With open enrollment just around the corner, it’s time to start considering the healthcare coverage options available to you this upcoming year. But with so many factors to think about before purchasing your plan, finding the one that completely suits your needs can be difficult, costing you time, money and aggravation later down the line that could’ve been spared if the proper precautions were taken beforehand.

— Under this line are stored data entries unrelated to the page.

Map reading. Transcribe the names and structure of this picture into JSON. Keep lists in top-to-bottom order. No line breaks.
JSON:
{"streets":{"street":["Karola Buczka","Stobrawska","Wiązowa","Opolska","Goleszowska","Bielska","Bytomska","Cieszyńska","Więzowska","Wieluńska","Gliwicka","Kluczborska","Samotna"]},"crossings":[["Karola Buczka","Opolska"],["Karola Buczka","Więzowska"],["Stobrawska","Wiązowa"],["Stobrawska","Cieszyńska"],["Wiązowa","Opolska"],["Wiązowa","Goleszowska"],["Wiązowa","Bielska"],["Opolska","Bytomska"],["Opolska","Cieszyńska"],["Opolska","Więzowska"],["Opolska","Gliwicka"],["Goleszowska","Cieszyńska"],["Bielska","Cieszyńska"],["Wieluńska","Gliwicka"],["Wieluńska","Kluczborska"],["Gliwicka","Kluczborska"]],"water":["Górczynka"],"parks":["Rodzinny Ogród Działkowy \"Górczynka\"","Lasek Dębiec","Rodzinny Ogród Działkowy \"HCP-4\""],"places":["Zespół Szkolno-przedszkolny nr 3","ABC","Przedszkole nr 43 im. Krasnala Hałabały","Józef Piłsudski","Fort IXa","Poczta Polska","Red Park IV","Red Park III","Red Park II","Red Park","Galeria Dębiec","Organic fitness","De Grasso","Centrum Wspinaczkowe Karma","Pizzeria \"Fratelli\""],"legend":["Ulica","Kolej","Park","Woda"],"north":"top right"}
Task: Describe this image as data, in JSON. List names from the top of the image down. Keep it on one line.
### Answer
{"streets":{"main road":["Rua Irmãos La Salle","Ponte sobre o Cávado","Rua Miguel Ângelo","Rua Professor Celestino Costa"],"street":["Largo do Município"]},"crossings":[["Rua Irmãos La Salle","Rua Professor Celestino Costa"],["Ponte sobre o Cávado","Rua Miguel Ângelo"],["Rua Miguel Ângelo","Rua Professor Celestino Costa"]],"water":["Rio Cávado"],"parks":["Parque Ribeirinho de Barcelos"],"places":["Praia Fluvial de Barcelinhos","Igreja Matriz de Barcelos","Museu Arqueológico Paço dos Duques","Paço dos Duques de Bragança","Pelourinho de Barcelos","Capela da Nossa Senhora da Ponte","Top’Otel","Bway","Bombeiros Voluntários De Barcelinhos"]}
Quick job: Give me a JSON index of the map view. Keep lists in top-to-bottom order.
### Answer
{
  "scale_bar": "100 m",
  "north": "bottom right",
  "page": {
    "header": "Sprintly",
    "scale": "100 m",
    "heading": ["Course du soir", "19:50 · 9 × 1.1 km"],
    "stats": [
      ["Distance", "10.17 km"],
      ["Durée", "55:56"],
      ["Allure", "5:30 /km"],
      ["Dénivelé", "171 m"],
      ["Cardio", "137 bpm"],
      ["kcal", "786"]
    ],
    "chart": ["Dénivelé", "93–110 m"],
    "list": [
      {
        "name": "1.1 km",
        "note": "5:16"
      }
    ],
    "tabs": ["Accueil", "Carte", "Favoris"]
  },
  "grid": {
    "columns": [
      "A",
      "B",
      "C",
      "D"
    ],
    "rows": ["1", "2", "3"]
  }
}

So, before you purchase your next healthcare coverage plan, here are a few things that you might want to consider:
1. Premium Costs
When it comes to healthcare coverage, one of the first noticeable expenses for the average consumer is the cost of the monthly premium or the amount per month that the plan costs without deductibles or treatment costs. The cost of monthly premiums ranges from $150 to $1,000+ depending on your plan, coverage, and the number of people attached to the plan. It’s important to consider that the reason monthly premiums are priced the way they are may have something to do with the plan’s annual deductible or other out-of-pocket expenses; and although paying more per month may be more difficult short term, spending more per month can save you hundreds or even thousands if a severe medical need occurred.
2. Out-of-Pocket Costs
Annual deductibles are some of the most substantial out-of-pocket costs for healthcare consumers in the United States. Deductibles are the amount a healthcare coverage member owes before their coverage begins to make payments and typically ranges between $1,000 and $10,000. So, if the cost of your monthly premium is low, you could be looking at $10,000 in medical expenses you owe before your coverage would start paying the price of your medical treatments. Likewise, those who spend more per month will owe less before their coverage begins in the event they ever needed to use it.
Other out-of-pocket costs that vary from plan to plan are factors like copay’s, out-of-network fees, and drug prices; all of which can vary in cost depending on your monthly premium.
3. Drug Prices
Some coverage options offer prescription drug benefits or discounts to ease the consumers out of pocket expenses. These prices can be previously set by the plan, with some options charge a fixed amount for generic and name brand prescriptions, while other offer moderate discounts, and some don’t offer prescription assistance at all.
4. Network Size
Although not directly tied to a consumer’s money, the size of your plan’s network can have a significant effect on your ability to receive treatment when you need it most with some plans only allowing members to visit certain doctors in an area. And although most plans offer a wider range of treatment options from physicians, hospitals, retail clinics, and urgent care centers, those who aren’t careful about the facility they receive treatment from could accumulate thousands of dollars in medical expenses from accidentally receiving treatment from an out-of-network provider; leaving the member wondering why they paid for coverage in the first place.
5. Other Benefits
And finally, other things to consider before landing on the correct healthcare plan for you and your family are some of the extra benefits. Some plans will not feature as many added benefits as others, but some added features to be aware of are telemedicine services, member support, medical concierge, and mobile app accessibility. Having these features, although not necessary, may come as a bonus to your plan by offering new ways for you to conveniently access you coverage on the go.
So, before you choose you or your family’s next healthcare coverage, make sure to look at the complete picture. Take in the monthly costs, out-of-pocket expenses, size of the network, prescription benefits, and anything else the plan may have to offer into account before making your choice. Taking the time to do so could save you a lot in the long run.